The Real Deal New York

Turkey sues Cresa for allegedly stopping work on new consulate tower

Government claims project manager has left project with "uncertain future"
By Kathryn Brenzel | November 04, 2016 06:31PM

Renderings of the Republic of Turkey’s consulate building (Credit: Perkins Eastman)

Renderings of the Republic of Turkey’s consulate building (Credit: Perkins Eastman)

The Republic of Turkey’s long-delayed plans for a new consulate in Midtown East hit another speed bump — and the governmental arm is blaming its project manager.

The Consulate General of Turkey on Friday filed a lawsuit against Cresa Partners TRData LogoTINY, alleging that the Boston-based tenant-centric brokerage and advisory firm is violating its contract by abandoning 821 United Nations Plaza. The consulate plans to demolish two buildings on the site to make way for a new 35-story office tower, which will serve as its new headquarters, dubbed the Turkevi Center. Cresa was hired in 2012 to oversee the demolition and the construction of the new building. Fast forward four years, and the project is nowhere near complete.

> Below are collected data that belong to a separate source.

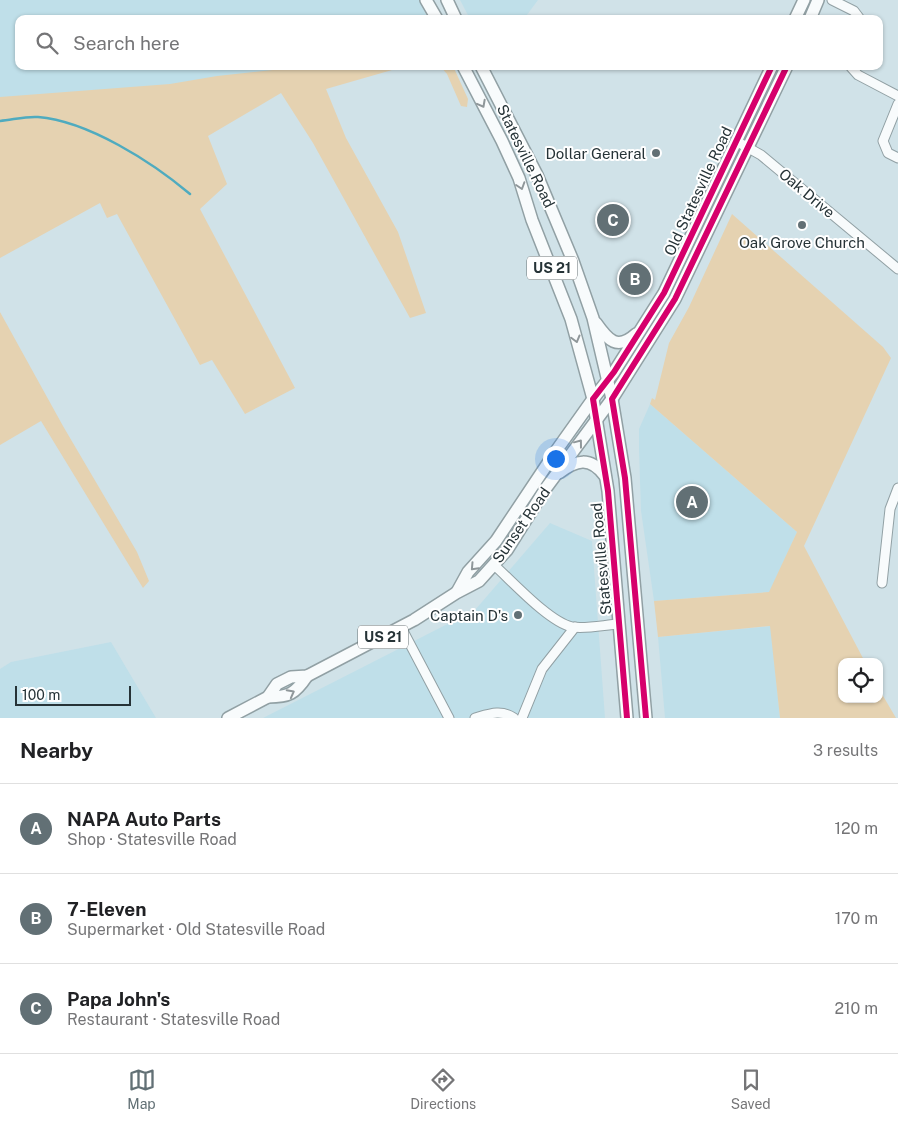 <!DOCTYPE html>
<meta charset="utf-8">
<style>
body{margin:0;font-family:"Public Sans",sans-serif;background:#f6f6f6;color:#202124}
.controls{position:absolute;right:15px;bottom:15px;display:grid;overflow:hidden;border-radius:10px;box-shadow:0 1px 4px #0004}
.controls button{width:45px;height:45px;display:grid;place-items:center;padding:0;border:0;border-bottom:1px solid #e0e0e0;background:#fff;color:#202124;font:25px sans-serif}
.scale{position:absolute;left:15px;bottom:12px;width:116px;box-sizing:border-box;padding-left:5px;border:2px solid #263337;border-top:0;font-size:14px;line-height:18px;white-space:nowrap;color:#263337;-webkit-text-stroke:4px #fff;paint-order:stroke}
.you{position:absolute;left:555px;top:458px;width:18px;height:18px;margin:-12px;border:4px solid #fff;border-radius:50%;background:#1a73e8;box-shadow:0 0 0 8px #1a73e833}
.badge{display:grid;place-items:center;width:32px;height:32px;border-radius:50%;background:#627075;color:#fff;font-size:16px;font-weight:700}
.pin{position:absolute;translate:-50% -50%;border:2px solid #fff;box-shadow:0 1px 5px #0006}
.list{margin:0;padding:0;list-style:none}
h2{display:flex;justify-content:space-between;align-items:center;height:65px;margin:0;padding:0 20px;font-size:21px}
h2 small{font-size:16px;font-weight:400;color:#757577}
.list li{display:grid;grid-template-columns:32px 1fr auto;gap:15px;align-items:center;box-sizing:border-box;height:90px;padding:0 20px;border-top:1px solid #e0e0e0}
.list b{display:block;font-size:19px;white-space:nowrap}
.list p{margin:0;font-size:16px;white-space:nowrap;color:#757577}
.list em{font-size:16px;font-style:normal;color:#757577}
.icon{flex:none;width:28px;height:28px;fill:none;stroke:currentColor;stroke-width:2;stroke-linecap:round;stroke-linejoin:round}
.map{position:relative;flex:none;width:898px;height:718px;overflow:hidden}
.search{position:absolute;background:#fff;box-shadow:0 1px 4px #0004;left:15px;right:15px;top:15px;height:55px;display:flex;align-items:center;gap:12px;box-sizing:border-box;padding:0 18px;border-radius:10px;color:#757577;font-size:19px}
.sheet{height:335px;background:#fff}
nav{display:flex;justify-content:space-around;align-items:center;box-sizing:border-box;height:70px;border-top:1px solid #e0e0e0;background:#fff;font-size:14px;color:#757577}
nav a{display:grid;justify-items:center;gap:2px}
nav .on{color:#627075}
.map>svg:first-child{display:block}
.built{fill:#bfdfe9}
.green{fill:#e5d2b1}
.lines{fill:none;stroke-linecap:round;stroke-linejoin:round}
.stream{stroke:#4fabbf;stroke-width:2.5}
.minor-casing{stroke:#91a0a4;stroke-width:11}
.major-casing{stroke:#91a0a4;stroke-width:14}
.minor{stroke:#f8fbfc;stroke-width:9}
.major{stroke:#f8fbfc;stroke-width:11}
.cycleway-casing{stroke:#fff;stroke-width:9}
.cycleway{stroke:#d6006c;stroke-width:6}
.oneway{stroke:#8f979a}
.poi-dot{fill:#627075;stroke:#fff;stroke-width:2}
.labels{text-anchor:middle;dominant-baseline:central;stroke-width:4;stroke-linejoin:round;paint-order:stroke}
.shield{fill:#fff;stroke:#677073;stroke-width:1}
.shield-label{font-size:14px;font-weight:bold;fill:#263337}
.poi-label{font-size:15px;fill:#263337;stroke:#fff;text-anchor:end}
.street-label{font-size:15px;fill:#263337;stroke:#fff}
</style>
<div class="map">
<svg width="898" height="718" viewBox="0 0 898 718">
<rect width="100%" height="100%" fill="#d0e2e8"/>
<!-- built -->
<g class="built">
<path d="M0 0H419L428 19H19V66H348L0 102Z"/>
<path d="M460 0H538L524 19H470Z"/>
<path d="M650 404 797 532 770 592 654 601 641 511 639 449V429Z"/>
<path d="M550 523 592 541 605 718H263L475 610Z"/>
<path d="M771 626 780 718H665L658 637Z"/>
<path d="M111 642 156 718H0V669L11 662Z"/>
</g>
<!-- green -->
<g class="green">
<path d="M310 66H406L326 89 346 138 398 232 426 313 410 318 313 143 281 93 208 136 227 184 200 209 295 388 245 414 212 360 200 365 117 214 107 218 100 203 0 258V97L170 84 217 76Z"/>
<path d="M440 66H453L468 99 467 107 461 106 447 74Z"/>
<path d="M732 214 883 347 891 358 804 546 865 662H842V699H879V689L896 718H780L770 626 658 637 654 601 769 592 797 532 650 404 652 398 655 400 669 343 689 307Z"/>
<path d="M0 312 63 426 137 552 149 581 143 588 41 421 0 445Z"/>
</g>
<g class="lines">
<!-- stream -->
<path class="stream" d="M0 121C12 120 26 116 38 117 88 121 152 162 190 194"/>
<defs>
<g id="minor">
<path d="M832 0 854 11 860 19"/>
<path d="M850 66 858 75 898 96"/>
<path d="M898 104 883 141 888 153 898 158"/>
<path d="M736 141 761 155 898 269"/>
<path d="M494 565C512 581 549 622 572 627 587 629 604 625 619 624"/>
<path d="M882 583 890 509 898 488"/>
<path d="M401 627 449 718"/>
<path d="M475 718C489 714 501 709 514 718"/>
<path d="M522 718 542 669 575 627"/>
</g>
<g id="major">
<path d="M426 0 437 19"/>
<path d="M447 0 456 19"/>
<path d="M795 19 804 0"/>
<path d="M810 19 818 0"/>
<path d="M463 66 502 141 519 178 532 220 571 319 593 399 608 491 627 718"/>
<path d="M481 66 537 175 573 261 593 318 612 399 625 478 646 718"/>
<path d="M596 323C608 340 617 351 636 334"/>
<path d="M559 473C576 460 590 456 605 476"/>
<path d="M457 592 468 572 496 541 556 451 593 399 614 372 664 293 772 66"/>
<path d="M268 697C289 697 295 694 307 676"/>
<path d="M228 718 268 697 277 684 291 677 307 676 414 620 456 593 479 581 507 550 546 488 612 399 675 299 787 66"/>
</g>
</defs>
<!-- minor casing -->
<use href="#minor" class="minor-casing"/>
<!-- major casing -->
<use href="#major" class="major-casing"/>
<!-- minor -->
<use href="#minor" class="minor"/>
<!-- major -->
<use href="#major" class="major"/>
<defs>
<g id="cycleway">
<path d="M627 718 608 491 593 399 614 372 664 293 772 66"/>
<path d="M646 718 625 478 612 399 675 299 787 66"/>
</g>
</defs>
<!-- cycleway casing -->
<use href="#cycleway" class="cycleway-casing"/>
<!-- cycleway -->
<use href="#cycleway" class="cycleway"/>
</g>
<!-- one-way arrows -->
<defs><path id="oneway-chevron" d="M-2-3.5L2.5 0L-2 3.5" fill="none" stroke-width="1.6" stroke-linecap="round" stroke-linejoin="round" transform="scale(1.25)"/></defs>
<g class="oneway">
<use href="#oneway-chevron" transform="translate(482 104) rotate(62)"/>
<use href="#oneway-chevron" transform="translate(521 186) rotate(72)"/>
<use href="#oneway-chevron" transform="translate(576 339) rotate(75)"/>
<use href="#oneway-chevron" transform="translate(579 443) rotate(-53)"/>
<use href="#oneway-chevron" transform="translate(474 567) rotate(133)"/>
<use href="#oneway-chevron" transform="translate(291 693) rotate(-28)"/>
</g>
<!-- markers -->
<g class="poi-dot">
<circle cx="656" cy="153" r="5"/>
<circle cx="802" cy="225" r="5"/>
<circle cx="518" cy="615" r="5"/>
</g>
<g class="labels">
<!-- shield labels -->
<g class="shield">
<rect x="527" y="256.5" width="50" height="23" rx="4"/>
<rect x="358" y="625.5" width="50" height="23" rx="4"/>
</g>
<g class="shield-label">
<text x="552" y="268">US 21</text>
<text x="383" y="637">US 21</text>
</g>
<!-- poi labels -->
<g class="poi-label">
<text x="646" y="153">Dollar General</text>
<text x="802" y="242" text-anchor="middle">Oak Grove Church</text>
<text x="508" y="615">Captain D's</text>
</g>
<!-- street labels -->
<g class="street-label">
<text transform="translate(526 156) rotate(64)">Statesville Road</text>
<text transform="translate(698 191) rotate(-65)">Old Statesville Road</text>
<text transform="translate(807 193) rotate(40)">Oak Drive</text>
<text transform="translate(521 525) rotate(-55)">Sunset Road</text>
<text transform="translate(601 559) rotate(-95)">Statesville Road</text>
</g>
</g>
</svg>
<div class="controls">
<button><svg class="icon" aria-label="locate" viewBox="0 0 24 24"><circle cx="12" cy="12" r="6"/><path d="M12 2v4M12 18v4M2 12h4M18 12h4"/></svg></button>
</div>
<div class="scale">100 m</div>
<div class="you"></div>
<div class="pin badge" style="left:692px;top:502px">A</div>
<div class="pin badge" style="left:635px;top:279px">B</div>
<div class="pin badge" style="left:613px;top:220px">C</div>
<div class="search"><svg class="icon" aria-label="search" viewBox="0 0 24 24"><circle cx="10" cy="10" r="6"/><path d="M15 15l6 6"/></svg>Search here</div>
</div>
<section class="sheet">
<h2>Nearby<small>3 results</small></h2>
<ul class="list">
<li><span class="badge">A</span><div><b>NAPA Auto Parts</b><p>Shop · Statesville Road</p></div><em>120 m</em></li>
<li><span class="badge">B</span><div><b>7-Eleven</b><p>Supermarket · Old Statesville Road</p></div><em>170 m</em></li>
<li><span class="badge">C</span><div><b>Papa John's</b><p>Restaurant · Statesville Road</p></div><em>210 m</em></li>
</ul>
</section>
<nav>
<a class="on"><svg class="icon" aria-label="map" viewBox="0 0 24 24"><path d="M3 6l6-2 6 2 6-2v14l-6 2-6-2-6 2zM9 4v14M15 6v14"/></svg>Map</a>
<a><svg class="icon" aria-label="directions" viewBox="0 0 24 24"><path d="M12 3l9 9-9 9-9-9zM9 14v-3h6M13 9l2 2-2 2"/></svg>Directions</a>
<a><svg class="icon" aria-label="saved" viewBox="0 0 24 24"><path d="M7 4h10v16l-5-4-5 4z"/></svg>Saved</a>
</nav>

In fact, the consulate only just filed plans with the city for the tower in September — the same month that Cresa announced that it would stop working on the project.

The lawsuit alleges that Cresa is leaving the project because it’s maxed out on the contract’s cost and can’t dedicate another three years to the project — the estimated time needed to complete it. The consulate claims Cresa’s contract doesn’t have term limits and requires the company to complete the project for no more than $2.3 million. With Cresa’s departure, the consulate is left with an “unfinished construction site and an uncertain future,” and faces delays that are likely to further drive up costs, the lawsuit states.

A representative for Cresa could not immediately be reached for comment.

The consulate acquired the property in 2011 for $5.1 million and announced the project the following year. At the time, the owner and Cresa estimated that the work would take 36 months to complete. It’s unclear what has caused the project’s delays. The consulate is seeking at least $500,000 in damages.